You do handle a lot of high profile cases, as well as the stresses of being a modern career woman, with other women’s stresses on top of that. How do you wind down?

Exercise and my two boys. Just spending time with the boys is grounding in itself; they don’t care about who you are or your status, you’re simply their mum.

It actually forges a work-life balance.

My partner is also very supportive. It helps so much.

Is it possible to over-prepare for a case?

When I was training, I was given a copy of the Art of War so no! You need to know your enemy; namely the prosecution case. You need to be able to be flexible in your approach if the situation calls for it.

What is the favourite part of the job?

I’m a criminal defence barrister so hearing that Not Guilty verdict when the client gets acquitted.

Name three important skills that young and aspiring barristers should know but are not educated on enough?

Respect everybody in court whether it’s the security guard or the judge; court etiquette and court dress is significant because you are standing as a good role model and how you are perceived is crucial.
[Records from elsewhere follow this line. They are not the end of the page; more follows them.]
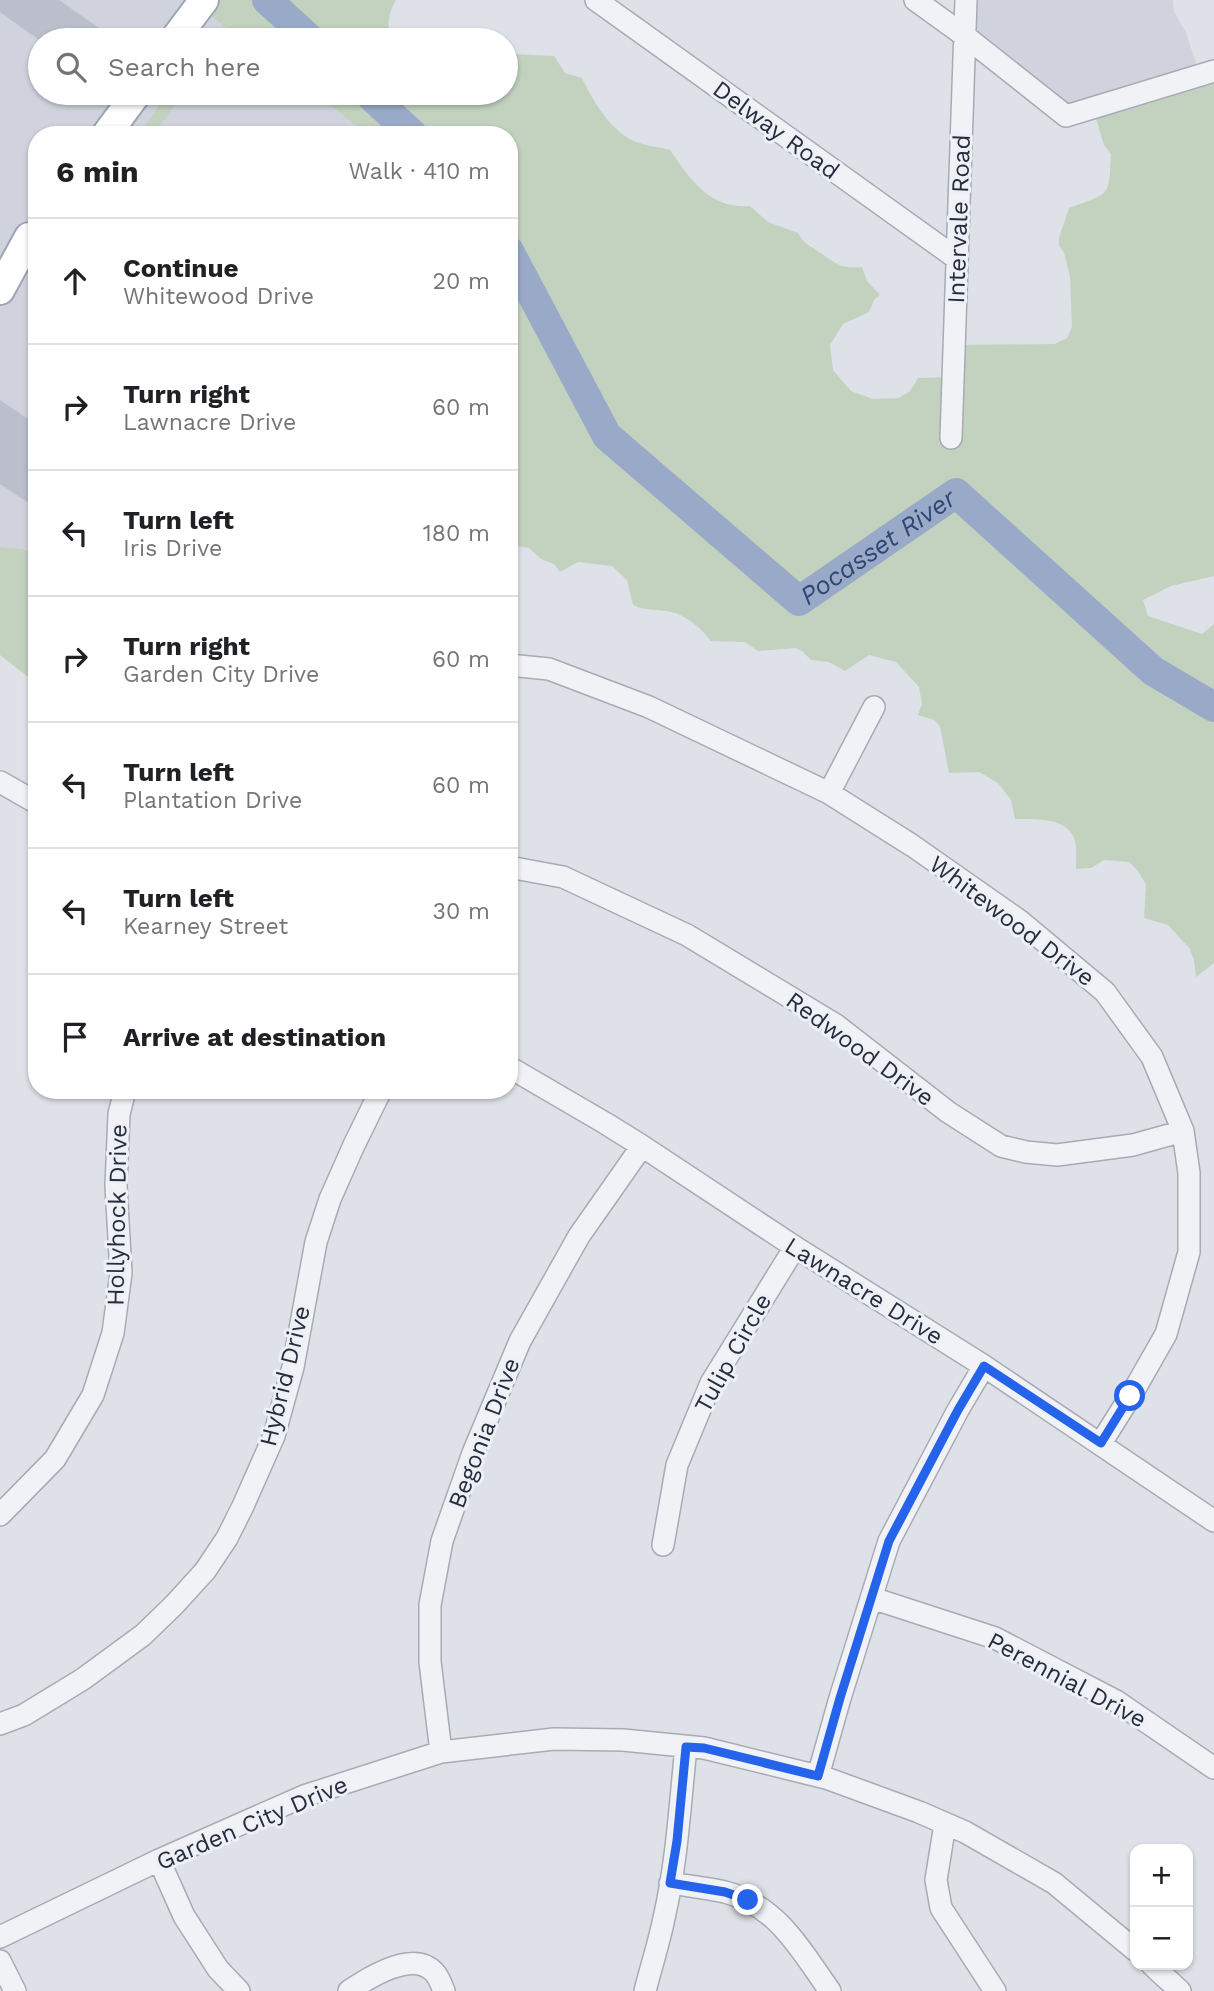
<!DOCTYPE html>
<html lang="en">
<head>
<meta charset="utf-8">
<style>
	body { margin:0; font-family:"Work Sans",sans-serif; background:#f6f6f6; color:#202124 }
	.controls { position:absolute; right:21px; bottom:21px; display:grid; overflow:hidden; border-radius:14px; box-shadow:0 2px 5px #0004 }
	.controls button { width:63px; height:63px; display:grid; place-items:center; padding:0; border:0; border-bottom:2px solid #e0e0e0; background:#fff; color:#202124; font:35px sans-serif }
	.stop { position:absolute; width:21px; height:21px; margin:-16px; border:5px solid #2563eb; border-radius:50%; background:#fff }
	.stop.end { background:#2563eb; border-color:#fff; box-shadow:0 2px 7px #0008 }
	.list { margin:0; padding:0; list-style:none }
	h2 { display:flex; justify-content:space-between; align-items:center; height:91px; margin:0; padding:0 28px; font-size:30px }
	h2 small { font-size:23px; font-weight:400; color:#757577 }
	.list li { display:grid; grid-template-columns:46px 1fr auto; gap:21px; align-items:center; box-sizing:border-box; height:126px; padding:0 28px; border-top:2px solid #e0e0e0 }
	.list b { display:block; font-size:26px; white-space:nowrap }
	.list p { margin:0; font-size:23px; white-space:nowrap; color:#757577 }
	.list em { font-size:23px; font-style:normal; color:#757577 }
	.icon { flex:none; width:38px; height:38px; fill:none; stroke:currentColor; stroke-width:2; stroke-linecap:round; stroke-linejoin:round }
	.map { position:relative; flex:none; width:1214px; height:1991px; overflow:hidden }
	.search { position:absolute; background:#fff; box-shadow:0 2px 5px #0004; left:28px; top:28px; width:490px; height:77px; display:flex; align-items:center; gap:18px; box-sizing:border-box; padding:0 24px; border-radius:38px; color:#757577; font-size:26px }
	.panel { position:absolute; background:#fff; box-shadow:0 2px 5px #0004; left:28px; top:126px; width:490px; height:973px; border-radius:28px }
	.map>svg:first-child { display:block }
	.built { fill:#d0d3dd }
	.green { fill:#c2d2bf }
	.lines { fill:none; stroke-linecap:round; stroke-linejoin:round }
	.river { stroke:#99aac8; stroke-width:30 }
	.building { fill:#bbbfcb }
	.minor-casing { stroke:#a7abb5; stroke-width:24 }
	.major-casing { stroke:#9da4b3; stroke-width:32 }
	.minor { stroke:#f1f2f6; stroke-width:21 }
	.major { stroke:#fff; stroke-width:28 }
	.route { stroke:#2563eb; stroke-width:9 }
	.labels { text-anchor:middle; stroke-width:6; stroke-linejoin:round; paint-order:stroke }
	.street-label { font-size:24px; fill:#272d3f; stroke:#edf0f5 }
	.water-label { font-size:26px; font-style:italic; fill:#314773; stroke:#edf0f5 }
</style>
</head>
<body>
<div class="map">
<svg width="1214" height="1991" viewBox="0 0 1214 1991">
	<rect width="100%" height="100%" fill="#dee1e8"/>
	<path class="built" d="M 0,0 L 204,0 L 205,12 L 243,40 L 40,40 L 40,93 L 313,93 L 369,135 L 37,135 L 37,556 L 23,549 L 0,547 Z
		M 967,0 L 1173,0 L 1174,11 L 1186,33 L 1200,75 L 1065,119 L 973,54 Z"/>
	<path class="green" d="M 204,0 L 396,0 C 389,12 385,27 393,40 L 243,40 L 205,12 Z
		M 506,52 L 510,54 L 554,56 L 565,73 L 582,78 C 593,101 611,132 636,142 C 647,146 659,147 670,150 C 690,179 709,209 750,206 L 768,222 L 798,233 C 805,245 808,244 819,252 C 837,264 840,269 862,267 L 867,281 L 880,295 L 874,300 L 869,312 L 843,324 L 830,345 L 833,370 L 851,391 L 873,399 L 899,398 L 910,391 L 918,378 L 951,377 L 955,345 L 1055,344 L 1067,338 L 1072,327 L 1070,276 L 1064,253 L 1059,245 L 1059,238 L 1069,208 C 1110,193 1109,198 1111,154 L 1104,145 L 1094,112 L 1214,72 L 1214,576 L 1171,586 L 1143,600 L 1148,616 L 1202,634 L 1214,624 L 1214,963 L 1196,977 L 1194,960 L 1190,949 L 1168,925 L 1144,918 L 1146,884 L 1137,870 L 1129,862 L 1104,860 L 1091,868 L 1076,869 C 1076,860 1077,849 1075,841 C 1068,816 1035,820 1015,819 L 1011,800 L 998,783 L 979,772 L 949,773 L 940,726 L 934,720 L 918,715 L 922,704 L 919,687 L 896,662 L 869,655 L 845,671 L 829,662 L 811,660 L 802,651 L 795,648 L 758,651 L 745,642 L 711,641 C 702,629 686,615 671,612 C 658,609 645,611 633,605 L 627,580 L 612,566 L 578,562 L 560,572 L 554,564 L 541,559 L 529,548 L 509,545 L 509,135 L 369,135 L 313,93 L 506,93 Z
		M 168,93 L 184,93 L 153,135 L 138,135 Z
		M 0,547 L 23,549 L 37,556 L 37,684 L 0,655 Z"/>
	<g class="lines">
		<g class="river">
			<path d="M 267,0 L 311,40"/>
			<path d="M 368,93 L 413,135"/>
			<path id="s1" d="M 509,251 L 607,436 L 799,601 L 956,493 L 1153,671 L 1214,707"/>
		</g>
	</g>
	<path class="building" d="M 0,0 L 59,0 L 116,40 L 39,40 L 0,12 Z
		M 0,400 L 37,425 L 37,494 L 30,504 L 0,484 Z"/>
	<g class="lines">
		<defs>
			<path id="minor" d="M 596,0 L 956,258
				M 915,0 L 965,36 L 1066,116 L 1214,71
				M 951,438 L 966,0
				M 509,665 L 549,669 L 649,707 L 829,793 L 913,846 L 1020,921 L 1105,992 L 1152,1057 L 1183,1131 L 1189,1173 L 1189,1252 L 1166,1334 L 1133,1392 L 1101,1443
				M 0,782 L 37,803
				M 829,793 L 874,707
				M 509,867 L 563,877 L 687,935 L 836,1025 L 948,1112 L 1001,1146 L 1026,1152 L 1057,1155 L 1133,1145 L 1183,1131
				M 509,1067 L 605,1123 L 642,1146 L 795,1247 L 984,1366 L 1214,1521
				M 0,1515 L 55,1459 L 93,1395 L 113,1333 L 121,1273 L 116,1186 L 119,1114 L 125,1090
				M 663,1545 L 677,1465 L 711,1383 L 795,1247
				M 872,1598 L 995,1638 L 1116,1701 L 1214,1768
				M 0,1724 L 24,1715 L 83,1679 L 143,1635 L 174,1605 L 205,1571 L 227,1538 L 243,1506 L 274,1436 L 293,1367 L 316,1242 L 330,1199 L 354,1145 L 381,1090
				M 441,1752 L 430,1662 L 430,1605 L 442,1541 L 473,1453 L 520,1341 L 579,1236 L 642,1146
				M 818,1776 L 840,1698 L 889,1541 L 958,1410 L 984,1366
				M 945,1824 L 936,1880 L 941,1908 L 995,1991
				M 159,1860 L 184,1916 L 218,1969 L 239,1991
				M 670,1883 C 688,1886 707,1888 725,1892 C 778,1906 800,1949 830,1991
				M 0,1937 L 159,1860 L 304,1796 L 441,1752 L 554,1739 L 623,1740 L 704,1748 L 826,1778 L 919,1812 L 965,1832 L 1054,1883 L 1135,1950
				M 0,1961 L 15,1991
				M 1152,1965 L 1180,1991
				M 349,1991 C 368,1978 413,1949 434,1972 C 439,1977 441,1984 444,1991
				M 645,1991 C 651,1967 659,1943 664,1918 C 677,1862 680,1804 686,1747"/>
			<path id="major" d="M 174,40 L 204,0
				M 106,135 L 137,93
				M 0,290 L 29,237"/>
		</defs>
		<use href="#minor" class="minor-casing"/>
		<use href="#major" class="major-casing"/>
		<use href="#minor" class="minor"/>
		<use href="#major" class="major"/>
	</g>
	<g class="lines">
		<path class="route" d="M 748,1900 L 725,1892 L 670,1883 L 677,1841 L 686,1747 L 704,1748 L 818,1776 L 840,1698 L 889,1541 L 958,1410 L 984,1366 L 1101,1443 L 1130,1396"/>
	</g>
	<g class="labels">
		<g class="street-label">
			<text transform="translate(776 130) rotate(36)" y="8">Delway Road</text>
			<text transform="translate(959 219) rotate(-88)" y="8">Intervale Road</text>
			<text transform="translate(1012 921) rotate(37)" y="8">Whitewood Drive</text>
			<text transform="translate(860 1049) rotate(36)" y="8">Redwood Drive</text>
			<text transform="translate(117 1215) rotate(-89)" y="8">Hollyhock Drive</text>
			<text transform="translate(864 1291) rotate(32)" y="8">Lawnacre Drive</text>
			<text transform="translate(733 1353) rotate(-61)" y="8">Tulip Circle</text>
			<text transform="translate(285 1376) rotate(-76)" y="8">Hybrid Drive</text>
			<text transform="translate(484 1433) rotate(-69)" y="8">Begonia Drive</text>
			<text transform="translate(1067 1680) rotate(28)" y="8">Perennial Drive</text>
			<text transform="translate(252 1823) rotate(-23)" y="8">Garden City Drive</text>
		</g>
		<g class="water-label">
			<text dy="9" stroke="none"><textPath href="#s1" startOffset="558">Pocasset River</textPath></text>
		</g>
	</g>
</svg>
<div class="controls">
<button>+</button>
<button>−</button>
</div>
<div class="stop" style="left:1130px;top:1396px"></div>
<div class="stop end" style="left:748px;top:1900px"></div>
<div class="search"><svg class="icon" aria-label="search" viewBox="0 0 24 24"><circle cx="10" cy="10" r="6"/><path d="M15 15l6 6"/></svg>Search here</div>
<section class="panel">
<h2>6 min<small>Walk · 410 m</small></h2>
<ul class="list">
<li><svg class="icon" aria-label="ahead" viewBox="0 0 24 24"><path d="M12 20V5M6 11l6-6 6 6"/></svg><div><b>Continue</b><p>Whitewood Drive</p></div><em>20 m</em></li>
<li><svg class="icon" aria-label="right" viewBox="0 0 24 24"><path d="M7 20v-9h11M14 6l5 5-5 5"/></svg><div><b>Turn right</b><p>Lawnacre Drive</p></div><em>60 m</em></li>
<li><svg class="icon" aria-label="left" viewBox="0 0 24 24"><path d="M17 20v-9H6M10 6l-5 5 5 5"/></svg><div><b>Turn left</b><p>Iris Drive</p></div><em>180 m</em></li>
<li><svg class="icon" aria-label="right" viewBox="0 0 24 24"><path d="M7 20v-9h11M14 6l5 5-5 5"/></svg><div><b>Turn right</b><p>Garden City Drive</p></div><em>60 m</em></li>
<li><svg class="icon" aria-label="left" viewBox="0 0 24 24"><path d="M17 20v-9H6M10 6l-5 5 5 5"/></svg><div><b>Turn left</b><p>Plantation Drive</p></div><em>60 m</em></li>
<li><svg class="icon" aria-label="left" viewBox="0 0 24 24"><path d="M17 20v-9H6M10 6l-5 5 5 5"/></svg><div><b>Turn left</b><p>Kearney Street</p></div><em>30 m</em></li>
<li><svg class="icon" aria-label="arrive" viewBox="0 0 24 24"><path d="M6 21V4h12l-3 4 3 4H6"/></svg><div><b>Arrive at destination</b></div></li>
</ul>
</section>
</div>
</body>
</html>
It’s not just what you say, it’s how you present yourself. Finally; perseverance. The first few years you work really hard, and no one acknowledges you – you might be earning very little but you’ve got to see it through.

Ok – a fun last question. Are there any legal tv shows you like watching?

The Good Wife and Orange is the New Black. Both are really spot on, and address the individual issues female lawyers and convicts face. Suits is fun, but it’s too perfect. Life isn’t like that!